In this article, I'll walk through the key concepts and implementation challenges of building a shell, from understanding processes and pipes to handling signals and building command pipelines.

Project Overview

Minishell is a miniature shell program based on Bash that supports:

Core Features: The shell provides an interactive prompt with command history (up and down arrows), executes both system executables from the environment (ls, cat, grep, etc.) and local executables (./minishell), and includes builtin commands with their essential options. It supports pipes (|) for chaining commands, redirections (>, >>, <, <<), environment variable expansion ($USER, $VAR), exit status tracking ($?), and signal handling for user interrupts.
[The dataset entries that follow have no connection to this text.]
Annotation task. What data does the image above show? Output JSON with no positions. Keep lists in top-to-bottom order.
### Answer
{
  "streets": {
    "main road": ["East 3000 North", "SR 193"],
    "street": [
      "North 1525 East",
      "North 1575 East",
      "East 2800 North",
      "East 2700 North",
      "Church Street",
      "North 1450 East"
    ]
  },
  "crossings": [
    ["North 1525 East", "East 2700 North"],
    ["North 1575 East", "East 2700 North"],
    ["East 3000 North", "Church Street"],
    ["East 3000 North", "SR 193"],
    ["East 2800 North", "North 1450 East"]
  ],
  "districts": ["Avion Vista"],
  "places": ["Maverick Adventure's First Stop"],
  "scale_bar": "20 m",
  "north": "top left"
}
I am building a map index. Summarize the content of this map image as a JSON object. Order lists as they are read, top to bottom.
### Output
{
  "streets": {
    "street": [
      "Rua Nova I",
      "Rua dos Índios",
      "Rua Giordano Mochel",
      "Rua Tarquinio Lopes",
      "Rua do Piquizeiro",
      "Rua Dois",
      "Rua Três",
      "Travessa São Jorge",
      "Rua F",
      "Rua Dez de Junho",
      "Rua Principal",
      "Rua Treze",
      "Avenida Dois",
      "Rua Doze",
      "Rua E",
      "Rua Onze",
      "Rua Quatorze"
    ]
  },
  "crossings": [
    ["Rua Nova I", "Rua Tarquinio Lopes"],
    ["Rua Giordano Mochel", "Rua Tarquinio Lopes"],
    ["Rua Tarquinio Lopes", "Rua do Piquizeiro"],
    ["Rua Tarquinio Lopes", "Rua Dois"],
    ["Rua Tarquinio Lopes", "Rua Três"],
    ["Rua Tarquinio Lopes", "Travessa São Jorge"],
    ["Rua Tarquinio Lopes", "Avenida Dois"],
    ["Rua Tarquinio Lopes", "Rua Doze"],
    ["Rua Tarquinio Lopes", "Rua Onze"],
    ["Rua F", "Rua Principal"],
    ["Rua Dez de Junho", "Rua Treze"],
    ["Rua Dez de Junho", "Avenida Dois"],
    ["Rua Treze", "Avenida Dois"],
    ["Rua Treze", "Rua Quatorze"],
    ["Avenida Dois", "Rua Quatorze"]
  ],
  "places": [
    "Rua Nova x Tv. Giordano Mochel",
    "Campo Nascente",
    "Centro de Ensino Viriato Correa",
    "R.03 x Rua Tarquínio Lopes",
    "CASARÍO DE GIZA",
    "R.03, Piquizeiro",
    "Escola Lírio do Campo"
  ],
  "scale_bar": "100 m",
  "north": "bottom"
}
Limitations: The project intentionally doesn't support backslashes, semicolons, logical operators (&&, ||), or wildcards to keep the scope manageable while still covering the fundamental concepts.

Understanding Processes

Before diving into implementation, let's understand what processes are and how they work.

What is a Process?

A process is a program in execution. When you run a program, the system loads its instructions into RAM and executes them. The operating system manages all processes and allocates memory to each one independently—each has its own stack, heap, and instruction pointer.

You can view active processes with:

ps aux

Each process has a PID (Process Identifier), which is a unique non-negative integer, and a PPID (Parent Process Identifier) that references the parent process.

Processes are organized hierarchically. At startup, Unix has just one process called init (PID 1), which is the direct or indirect ancestor of all other processes.

Fork: Creating a Child Process

The fork() system call creates a new process by cloning the current one:

#include <unistd.h>

pid_t fork(void);

The return value is crucial: in the parent process, it returns the child's PID; in the child process, it returns 0; and on error, it returns -1.

Here's a basic example:

#include <unistd.h>
#include <stdio.h>

int main(void)
{
    pid_t pid;
    
    printf("Before fork\n");
    
    pid = fork();
    
    if (pid == -1)
    {
        perror("fork failed");
        return 1;
    }
    else if (pid == 0)
    {
        // Child process
        printf("I'm the child, PID: %d\n", getpid());
    }
    else
    {
        // Parent process
        printf("I'm the parent, child PID: %d\n", pid);
    }
    
    return 0;
}

Important: The child inherits the parent's instruction pointer, so it doesn't start from the beginning—it continues from where fork() was called!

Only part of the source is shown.